Emergent Hand Morphology and Control from Optimizing Robust Grasps of Diverse Objects
This work addresses the problem of designing effective robotic hands and their control for robust grasping, which is crucial for embodied agents in robotics.
This paper introduces a data-driven approach to co-design hand morphology and control for robust grasping of diverse objects. The method uses a novel Bayesian Optimization algorithm with learned latent-space representations to efficiently optimize both aspects, demonstrating its effectiveness in discovering robust and cost-efficient hand morphologies for novel objects.
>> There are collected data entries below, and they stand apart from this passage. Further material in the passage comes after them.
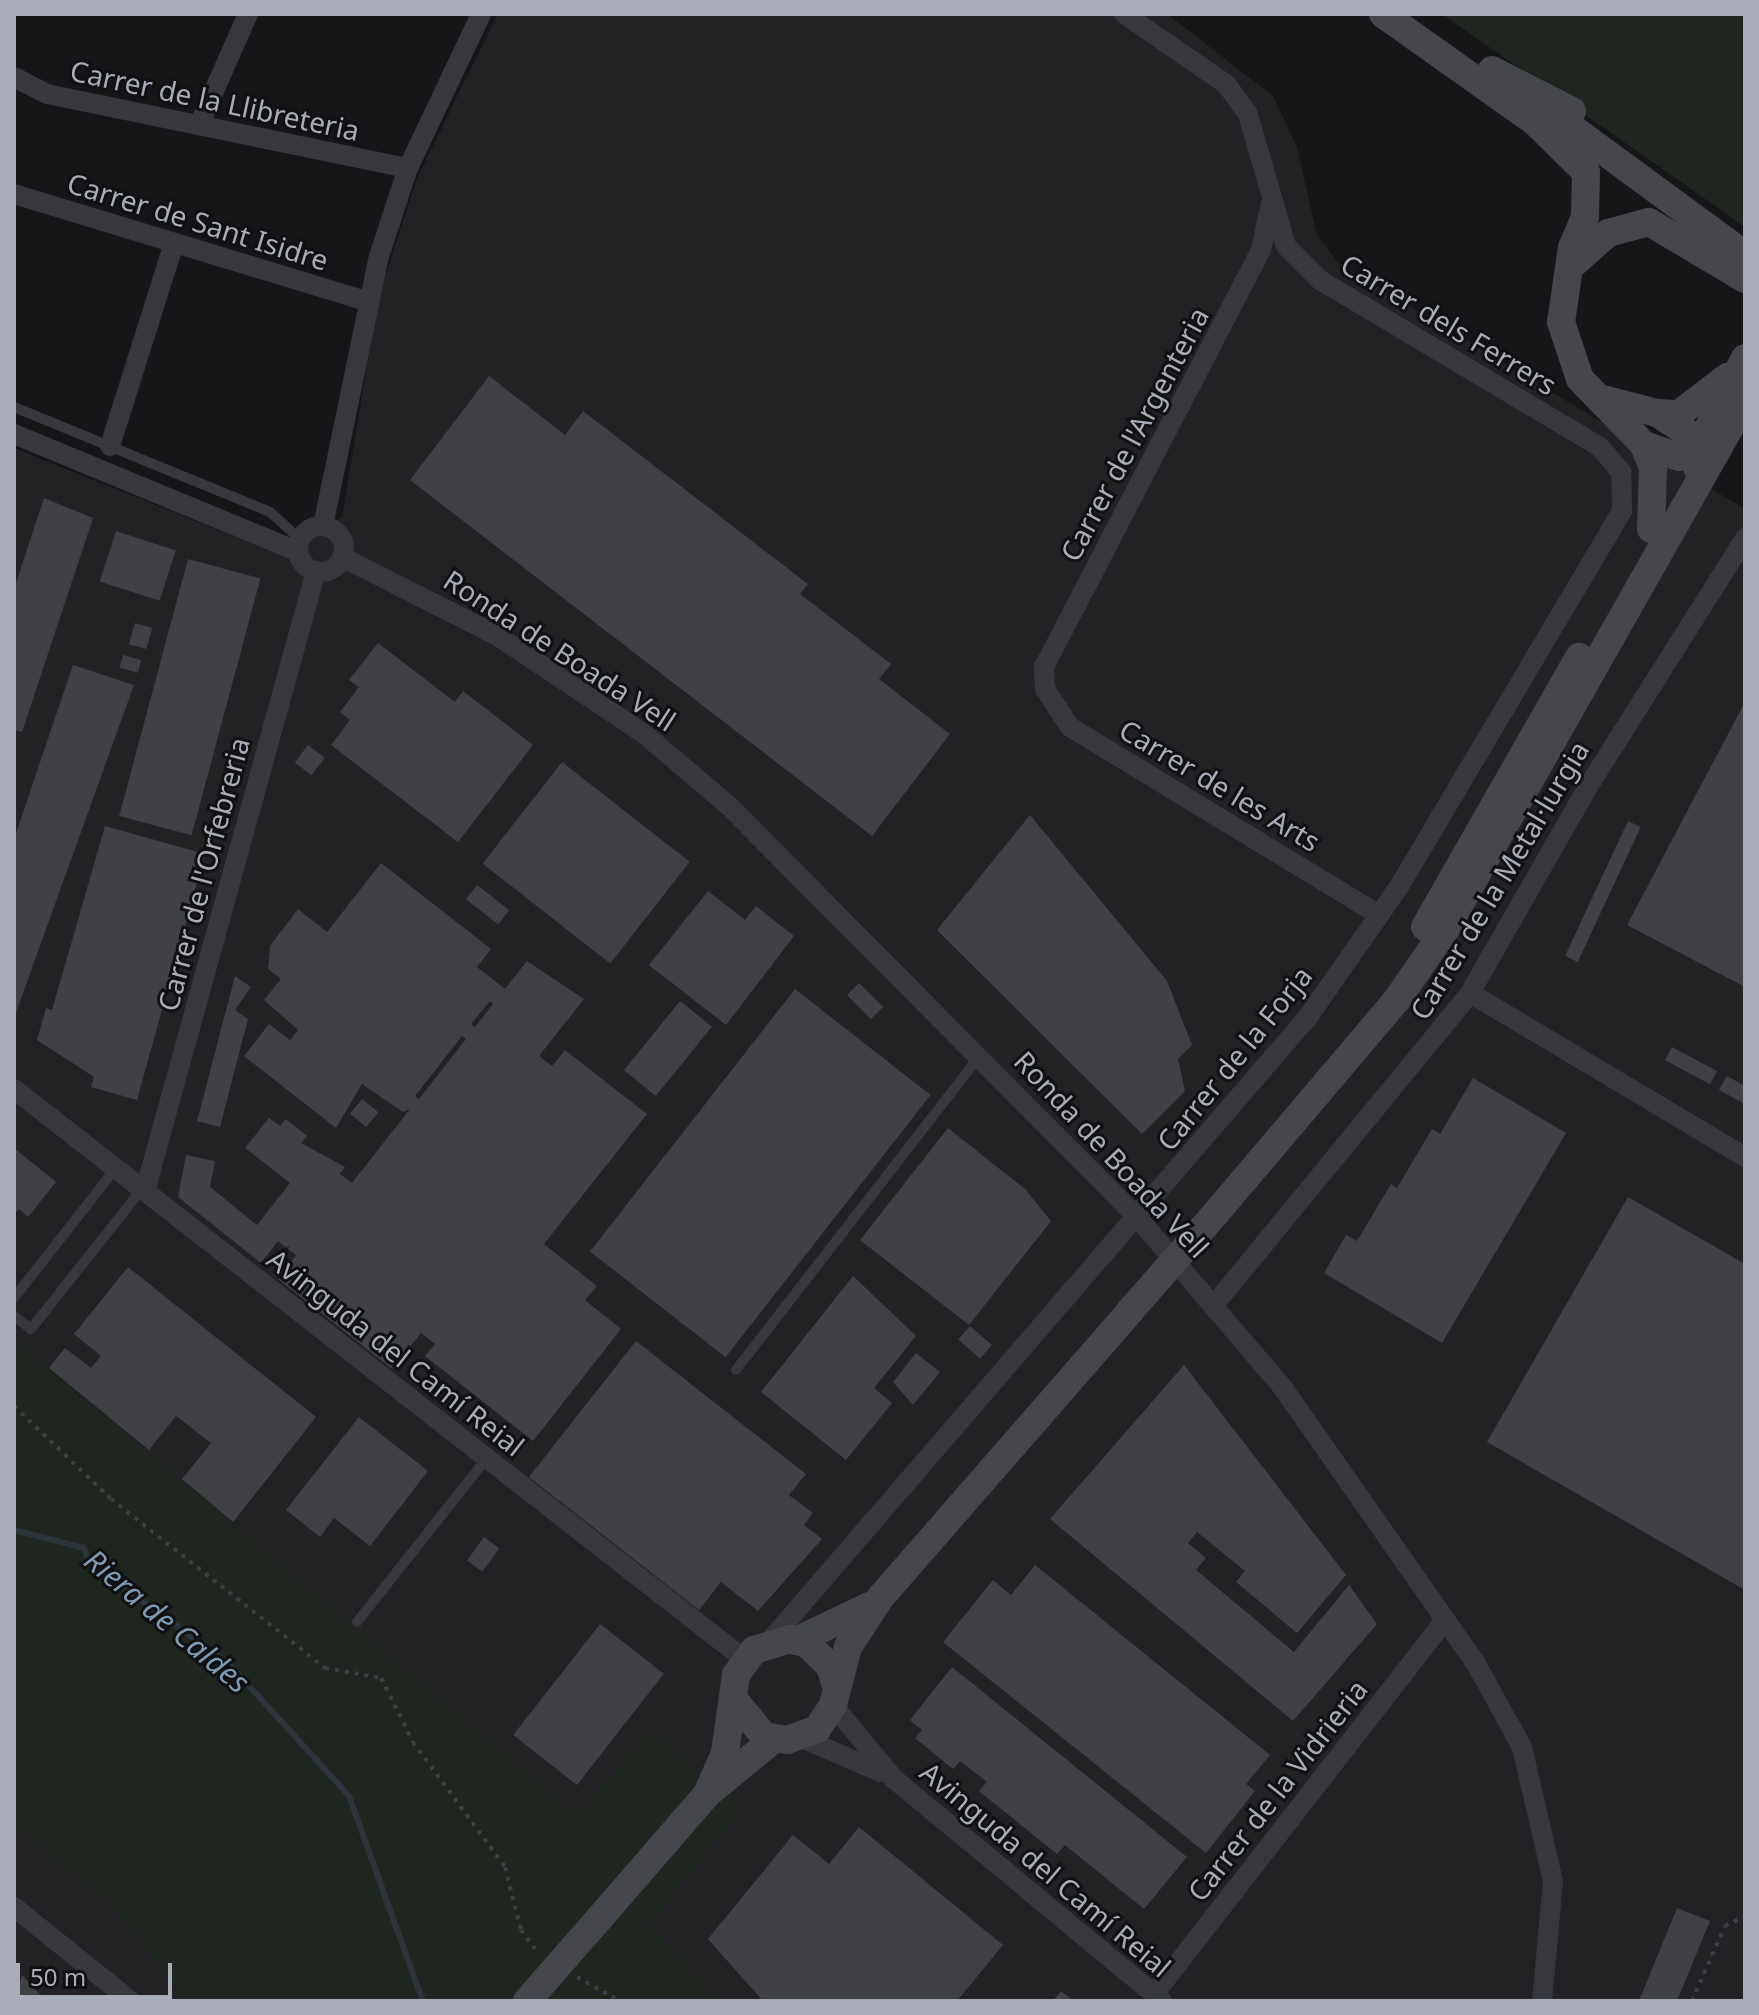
<!DOCTYPE html>
<meta charset="utf-8">
<style>
body{margin:0}
#map{position:relative;width:1759px;height:2015px;overflow:hidden;background:#161618;font-family:"Noto Sans",sans-serif}
div>[style]{position:absolute}
[style*='--x']{left:calc(var(--x)*1px);top:calc(var(--y)*1px);width:calc(var(--w)*1px);rotate:calc(var(--a)*1deg)}
.built>*{inset:0;background:#222225}
.green>*{inset:0;background:#1e261f}
.stream>*{height:6px;margin:-3px;padding:0 3px;transform-origin:3px;border-radius:3px;background:#2c353c}
.building>*{inset:0;background:#404145;transform-origin:0 0}
.path>*{height:4px;margin-top:-2px;transform-origin:0;background:repeating-linear-gradient(90deg,#3d3f44 0 4px,transparent 0 10px)}
.lane>*{height:10px;margin:-5px;padding:0 5px;transform-origin:5px;border-radius:5px;background:#37383d}
.street>*{height:20px;margin:-10px;padding:0 10px;transform-origin:10px;border-radius:10px;background:#37383d}
.street>.ring{margin:-10px;padding:0;box-sizing:content-box;background:none;border:20px solid #37383d;border-radius:50%}
.secondary>*{height:28px;margin:-14px;padding:0 14px;transform-origin:14px;border-radius:14px;background:#45474d}
.secondary-bridge>*{height:28px;margin:-14px;padding:0 14px;transform-origin:14px;border-radius:14px;background:#45474d}
span{translate:-50% -50%;white-space:nowrap;text-align:center;line-height:1.15;-webkit-text-stroke:6px #111113;paint-order:stroke}
.street-label{font-size:28px;color:#a8adb8}
.water-label{font-size:30px;color:#7f9bb3;font-style:italic}
.frame{position:absolute;inset:0;border:16px solid #a8adb8;pointer-events:none}
.scale{position:absolute;left:16px;top:1963px;width:156px;height:36px;box-sizing:border-box;border:4px solid #a8adb8;border-top:0;padding-left:10px;font-size:24px;line-height:28px;white-space:nowrap;color:#a8adb8;-webkit-text-stroke:6px #111113;paint-order:stroke}
</style>
<div id="map">
<div class="built">
<i style="clip-path:polygon(498px 14px,1167px 14px,1273px 96px,1297px 147px,1316px 232px,1337px 262px,1745px 509px,1745px 2001px,718px 2001px,648px 1924px,743px 1807px,577px 1816px,14px 1340px,14px 448px,283px 556px,342px 517px,378px 299px,417px 178px)"></i>
<i style="clip-path:polygon(14px 1826px,105px 1897px,187px 2001px,14px 2001px)"></i>
</div>
<div class="green">
<i style="clip-path:polygon(1442px 14px,1745px 14px,1745px 227px)"></i>
<i style="clip-path:polygon(14px 1340px,577px 1815px,650px 1730px,743px 1807px,649px 1924px,718px 2001px,187px 2001px,105px 1897px,14px 1826px)"></i>
</div>
<div class="stream">
<i style="--x:14;--y:1530;--w:72;--a:14.4"></i>
<i style="--x:84;--y:1548;--w:15;--a:70"></i>
<i style="--x:89;--y:1562;--w:175;--a:36.1"></i>
<i style="--x:230;--y:1665;--w:177;--a:47.7"></i>
<i style="--x:349;--y:1796;--w:218;--a:70.2"></i>
</div>
<div class="building">
<i style="clip-path:polygon(489px 376px,565px 435px,583px 411px,808px 584px,800px 594px,891px 664px,879px 679px,950px 734px,872px 836px,410px 480px)"></i>
<i style="clip-path:polygon(44px 498px,93px 518px,22px 732px,14px 730px,14px 589px)"></i>
<i style="left:116px;top:531px;width:63px;height:53px;rotate:18deg"></i>
<i style="left:188px;top:559px;width:75px;height:266px;rotate:15deg"></i>
<i style="left:135px;top:623px;width:18px;height:22px;rotate:16deg"></i>
<i style="clip-path:polygon(378px 643px,455px 702px,463px 691px,533px 745px,458px 842px,331px 745px,350px 720px,340px 712px,359px 687px,349px 680px)"></i>
<i style="left:123px;top:655px;width:19px;height:13px;rotate:16deg"></i>
<i style="clip-path:polygon(73px 665px,134px 685px,14px 1018px,15px 836px)"></i>
<i style="clip-path:polygon(1745px 702px,1745px 987px,1627px 925px)"></i>
<i style="left:308px;top:745px;width:21px;height:22px;rotate:37deg"></i>
<i style="left:562px;top:762px;width:162px;height:129px;rotate:38deg"></i>
<i style="clip-path:polygon(1030px 815px,1167px 981px,1192px 1045px,1178px 1059px,1185px 1091px,1142px 1134px,937px 930px)"></i>
<i style="left:1628px;top:821px;width:14px;height:149px;rotate:25deg"></i>
<i style="clip-path:polygon(105px 826px,205px 854px,137px 1100px,91px 1087px,94px 1077px,37px 1040px,46px 1008px,52px 1010px)"></i>
<i style="clip-path:polygon(evenodd,381px 863px,491px 949px,477px 967px,505px 989px,527px 961px,584px 999px,539px 1056px,552px 1066px,565px 1050px,647px 1114px,544px 1244px,597px 1286px,585px 1300px,621px 1329px,533px 1441px,425px 1356px,435px 1344px,421px 1333px,392px 1369px,278px 1279px,296px 1255px,278px 1241px,261px 1263px,178px 1197px,186px 1155px,215px 1161px,210px 1187px,257px 1225px,290px 1183px,245px 1148px,269px 1118px,280px 1126px,286px 1119px,307px 1136px,301px 1143px,345px 1167px,340px 1174px,352px 1183px,410px 1109px,403px 1112px,362px 1084px,336px 1128px,244px 1056px,269px 1024px,290px 1040px,298px 1030px,264px 1000px,281px 979px,268px 969px,270px 946px,298px 909px,327px 932px,381px 863px,490px 1001px,493px 1004px,475px 1027px,471px 1024px,490px 1001px,381px 863px,462px 1036px,466px 1039px,419px 1099px,415px 1096px,462px 1036px)"></i>
<i style="left:477px;top:885px;width:41px;height:18px;rotate:38deg"></i>
<i style="clip-path:polygon(708px 891px,745px 920px,756px 906px,794px 936px,726px 1025px,649px 965px)"></i>
<i style="clip-path:polygon(235px 976px,251px 987px,235px 1010px,248px 1019px,220px 1127px,197px 1121px)"></i>
<i style="left:859px;top:983px;width:34px;height:17px;rotate:45deg"></i>
<i style="left:795px;top:989px;width:172px;height:333px;rotate:38deg"></i>
<i style="left:680px;top:1001px;width:41px;height:89px;rotate:39deg"></i>
<i style="left:1672px;top:1047px;width:51px;height:15px;rotate:28deg"></i>
<i style="clip-path:polygon(1727px 1076px,1745px 1086px,1745px 1104px,1719px 1090px)"></i>
<i style="clip-path:polygon(1473px 1078px,1566px 1133px,1442px 1343px,1324px 1273px,1346px 1235px,1357px 1241px,1391px 1184px,1397px 1188px,1432px 1129px,1440px 1134px)"></i>
<i style="left:362px;top:1099px;width:21px;height:19px;rotate:39deg"></i>
<i style="clip-path:polygon(948px 1128px,1025px 1189px,1051px 1221px,969px 1325px,860px 1240px)"></i>
<i style="clip-path:polygon(14px 1148px,56px 1182px,28px 1217px,19px 1209px,14px 1215px)"></i>
<i style="clip-path:polygon(1628px 1197px,1745px 1264px,1745px 1590px,1487px 1442px)"></i>
<i style="clip-path:polygon(128px 1267px,316px 1417px,233px 1522px,182px 1479px,211px 1443px,176px 1416px,149px 1450px,49px 1368px,65px 1348px,91px 1368px,101px 1356px,74px 1334px)"></i>
<i style="clip-path:polygon(853px 1276px,916px 1336px,874px 1388px,892px 1403px,846px 1460px,761px 1392px)"></i>
<i style="left:970px;top:1326px;width:29px;height:18px;rotate:41deg"></i>
<i style="clip-path:polygon(636px 1341px,806px 1474px,789px 1495px,813px 1513px,804px 1525px,822px 1539px,758px 1611px,721px 1582px,699px 1610px,529px 1477px)"></i>
<i style="clip-path:polygon(916px 1353px,940px 1372px,913px 1405px,893px 1382px)"></i>
<i style="clip-path:polygon(1184px 1365px,1346px 1575px,1297px 1633px,1236px 1582px,1245px 1571px,1197px 1532px,1188px 1543px,1206px 1558px,1196px 1570px,1294px 1652px,1349px 1585px,1377px 1624px,1293px 1721px,1050px 1519px)"></i>
<i style="clip-path:polygon(359px 1417px,428px 1471px,370px 1546px,334px 1518px,320px 1537px,286px 1510px)"></i>
<i style="left:484px;top:1537px;width:19px;height:29px;rotate:36deg"></i>
<i style="clip-path:polygon(1035px 1565px,1270px 1755px,1246px 1784px,1255px 1791px,1206px 1853px,943px 1642px,993px 1580px,1011px 1595px)"></i>
<i style="left:600px;top:1624px;width:81px;height:141px;rotate:38deg"></i>
<i style="clip-path:polygon(952px 1667px,1187px 1857px,1144px 1909px,1065px 1845px,1057px 1854px,979px 1791px,987px 1782px,960px 1761px,953px 1769px,915px 1738px,922px 1730px,910px 1720px)"></i>
<i style="clip-path:polygon(859px 1827px,1003px 1945px,957px 2001px,763px 2001px,708px 1939px,793px 1835px,829px 1864px)"></i>
<i style="clip-path:polygon(1677px 1908px,1710px 1921px,1677px 2001px,1639px 2001px)"></i>
<i style="clip-path:polygon(22px 1975px,46px 2001px,14px 2001px)"></i>
<i style="clip-path:polygon(1061px 1991px,1074px 2001px,1053px 2001px)"></i>
</div>
<div class="path">
<i style="--x:14;--y:1406;--w:134;--a:43.8"></i>
<i style="--x:111;--y:1499;--w:273;--a:38.3"></i>
<i style="--x:325;--y:1668;--w:57;--a:10.1"></i>
<i style="--x:381;--y:1678;--w:72;--a:63.4"></i>
<i style="--x:413;--y:1742;--w:155;--a:53.6"></i>
<i style="--x:505;--y:1867;--w:65;--a:75.7"></i>
<i style="--x:521;--y:1930;--w:30;--a:53"></i>
<i style="--x:577;--y:1977;--w:49;--a:29.2"></i>
<i style="--x:1692;--y:2001;--w:82;--a:-66.3"></i>
<i style="--x:1725;--y:1926;--w:22;--a:-27"></i>
</div>
<div class="lane">
<i style="--x:14;--y:407;--w:277;--a:22.3"></i>
<i style="--x:270;--y:512;--w:40;--a:42"></i>
<i style="--x:14;--y:1298;--w:165;--a:-51.9"></i>
<i style="--x:14;--y:1316;--w:21;--a:37"></i>
<i style="--x:31;--y:1329;--w:179;--a:-51.6"></i>
<i style="--x:736;--y:1370;--w:398;--a:-52.2"></i>
<i style="--x:357;--y:1622;--w:209;--a:-51.6"></i>
</div>
<div class="street">
<i style="--x:14;--y:77;--w:37;--a:27"></i>
<i style="--x:47;--y:94;--w:369;--a:11.6"></i>
<i style="--x:199;--y:125;--w:121;--a:-66.2"></i>
<i style="--x:14;--y:194;--w:368;--a:16.9"></i>
<i style="--x:1271;--y:203;--w:48;--a:102"></i>
<i style="--x:1261;--y:250;--w:469;--a:117.5"></i>
<i style="--x:1044;--y:666;--w:23;--a:88"></i>
<i style="--x:1045;--y:689;--w:45;--a:56.7"></i>
<i style="--x:1070;--y:727;--w:362;--a:31.3"></i>
<i style="--x:14;--y:434;--w:306;--a:22.5"></i>
<i style="--x:110;--y:446;--w:213;--a:-72.5"></i>
<i class="ring" style="left:298px;top:526px;width:26px;height:26px"></i>
<i style="--x:323;--y:526;--w:276;--a:-78.3"></i>
<i style="--x:379;--y:256;--w:93;--a:-71.8"></i>
<i style="--x:408;--y:168;--w:170;--a:-64.6"></i>
<i style="--x:342;--y:557;--w:173;--a:26.9"></i>
<i style="--x:496;--y:635;--w:177;--a:33.7"></i>
<i style="--x:643;--y:733;--w:111;--a:40.3"></i>
<i style="--x:728;--y:805;--w:582;--a:45.21"></i>
<i style="--x:1138;--y:1218;--w:223;--a:49.5"></i>
<i style="--x:1283;--y:1388;--w:335;--a:55"></i>
<i style="--x:1475;--y:1662;--w:97;--a:61.1"></i>
<i style="--x:1522;--y:1747;--w:138;--a:77"></i>
<i style="--x:1553;--y:1881;--w:121;--a:95.2"></i>
<i style="--x:1470;--y:993;--w:320;--a:30.8"></i>
<i style="--x:14;--y:1089;--w:926;--a:37.98"></i>
<i style="--x:145;--y:1191;--w:643;--a:-74.58"></i>
<i style="--x:1214;--y:1305;--w:404;--a:-50.6"></i>
<i style="--x:1470;--y:993;--w:243;--a:-60.2"></i>
<i style="--x:1591;--y:782;--w:289;--a:-57.7"></i>
<i style="--x:769;--y:1642;--w:825;--a:-49.23"></i>
<i style="--x:1308;--y:1017;--w:161;--a:-55.1"></i>
<i style="--x:1400;--y:885;--w:435;--a:-59.3"></i>
<i style="--x:1622;--y:511;--w:39;--a:-91"></i>
<i style="--x:1621;--y:472;--w:33;--a:-130"></i>
<i style="--x:1600;--y:447;--w:325;--a:-149.2"></i>
<i style="--x:1321;--y:281;--w:49;--a:-135"></i>
<i style="--x:1286;--y:246;--w:137;--a:-106.1"></i>
<i style="--x:1248;--y:114;--w:37;--a:-126"></i>
<i style="--x:1226;--y:84;--w:124;--a:-145.5"></i>
<i style="--x:833;--y:1705;--w:96;--a:50.5"></i>
<i style="--x:894;--y:1779;--w:348;--a:39.6"></i>
<i style="--x:800;--y:1737;--w:87;--a:23.6"></i>
<i style="--x:14;--y:1907;--w:150;--a:38.8"></i>
<i style="--x:1154;--y:1994;--w:474;--a:-52.1"></i>
</div>
<div class="secondary">
<i style="--x:1383;--y:14;--w:186;--a:35.4"></i>
<i style="--x:1535;--y:122;--w:71;--a:44.4"></i>
<i style="--x:1586;--y:172;--w:45;--a:91.3"></i>
<i style="--x:1585;--y:217;--w:33;--a:113"></i>
<i style="--x:1572;--y:247;--w:76;--a:98.3"></i>
<i style="--x:1561;--y:322;--w:60;--a:71.6"></i>
<i style="--x:1580;--y:379;--w:92;--a:45.9"></i>
<i style="--x:1644;--y:445;--w:37;--a:19"></i>
<i style="--x:1679;--y:457;--w:27;--a:-13"></i>
<i style="--x:1705;--y:451;--w:21;--a:-41"></i>
<i style="--x:1492;--y:70;--w:90;--a:27.1"></i>
<i style="--x:1549;--y:111;--w:243;--a:36.3"></i>
<i style="--x:1572;--y:265;--w:48;--a:-41.6"></i>
<i style="--x:1608;--y:233;--w:42;--a:-15"></i>
<i style="--x:1649;--y:222;--w:112;--a:30.7"></i>
<i style="--x:1603;--y:399;--w:56;--a:14.5"></i>
<i style="--x:1657;--y:413;--w:33;--a:33"></i>
<i style="--x:1685;--y:431;--w:41;--a:71.6"></i>
<i style="--x:1657;--y:413;--w:22;--a:3"></i>
<i style="--x:1679;--y:414;--w:61;--a:-37.6"></i>
<i style="--x:1708;--y:429;--w:80;--a:-62.5"></i>
<i style="--x:1644;--y:445;--w:26;--a:69"></i>
<i style="--x:1653;--y:469;--w:60;--a:91.9"></i>
<i style="--x:1425;--y:927;--w:311;--a:-60.3"></i>
<i style="--x:1216;--y:1213;--w:278;--a:-49.7"></i>
<i style="--x:1396;--y:1001;--w:86;--a:-55.4"></i>
<i style="--x:1445;--y:930;--w:608;--a:-60.44"></i>
<i style="--x:796;--y:1641;--w:81;--a:-25.6"></i>
<i style="--x:736;--y:1702;--w:44;--a:50.5"></i>
<i style="--x:764;--y:1736;--w:23;--a:10"></i>
<i style="--x:787;--y:1740;--w:32;--a:-20"></i>
<i style="--x:817;--y:1729;--w:29;--a:-56"></i>
<i style="--x:833;--y:1705;--w:60;--a:-75.5"></i>
<i style="--x:848;--y:1647;--w:59;--a:-56.9"></i>
<i style="--x:880;--y:1598;--w:381;--a:-48.9"></i>
<i style="--x:707;--y:1794;--w:45;--a:-66.3"></i>
<i style="--x:725;--y:1753;--w:79;--a:-82"></i>
<i style="--x:736;--y:1675;--w:31;--a:-54"></i>
<i style="--x:754;--y:1650;--w:38;--a:-17"></i>
<i style="--x:790;--y:1639;--w:18;--a:16"></i>
<i style="--x:807;--y:1644;--w:32;--a:44"></i>
<i style="--x:830;--y:1666;--w:18;--a:74"></i>
<i style="--x:598;--y:1920;--w:167;--a:-49.1"></i>
<i style="--x:707;--y:1794;--w:87;--a:-39.4"></i>
</div>
<div class="secondary-bridge">
<i style="--x:1130;--y:1311;--w:130;--a:-48.7"></i>
<i style="--x:527;--y:2001;--w:108;--a:-48.8"></i>
</div>
<div class="street-label">
<span style="left:215px;top:100px;rotate:12deg">Carrer de la Llibreteria</span>
<span style="left:198px;top:221px;rotate:17deg">Carrer de Sant Isidre</span>
<span style="left:1449px;top:324px;rotate:31deg">Carrer dels Ferrers</span>
<span style="left:1134px;top:434px;rotate:-62deg">Carrer de l'Argenteria</span>
<span style="left:560px;top:650px;rotate:33deg">Ronda de Boada Vell</span>
<span style="left:1220px;top:785px;rotate:31deg">Carrer de les Arts</span>
<span style="left:203px;top:874px;rotate:-75deg">Carrer de l'Orfebreria</span>
<span style="left:1499px;top:880px;rotate:-59deg">Carrer de la Metal·lurgia</span>
<span style="left:1234px;top:1058px;rotate:-51deg">Carrer de la Forja</span>
<span style="left:1112px;top:1154px;rotate:47deg">Ronda de Boada Vell</span>
<span style="left:396px;top:1352px;rotate:38deg">Avinguda del Camí Reial</span>
<span style="left:1277px;top:1790px;rotate:-52deg">Carrer de la Vidrieria</span>
<span style="left:1046px;top:1869px;rotate:40deg">Avinguda del Camí Reial</span>
</div>
<div class="water-label">
<span style="left:167px;top:1621px;rotate:40deg">Riera de Caldes</span>
</div>
<div class="frame"></div>
<div class="scale">50 m</div>
</div>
Evolution in nature illustrates that the creatures' biological structure and their sensorimotor skills adapt to the environmental changes for survival. Likewise, the ability to morph and acquire new skills can facilitate an embodied agent to solve tasks of varying complexities. In this work, we introduce a data-driven approach where effective hand designs naturally emerge for the purpose of grasping diverse objects. Jointly optimizing morphology and control imposes computational challenges since it requires constant evaluation of a black-box function that measures the performance of a combination of embodiment and behavior. We develop a novel Bayesian Optimization algorithm that efficiently co-designs the morphology and grasping skills jointly through learned latent-space representations. We design the grasping tasks based on a taxonomy of three human grasp types: power grasp, pinch grasp, and lateral grasp. Through experimentation and comparative study, we demonstrate the effectiveness of our approach in discovering robust and cost-efficient hand morphologies for grasping novel objects.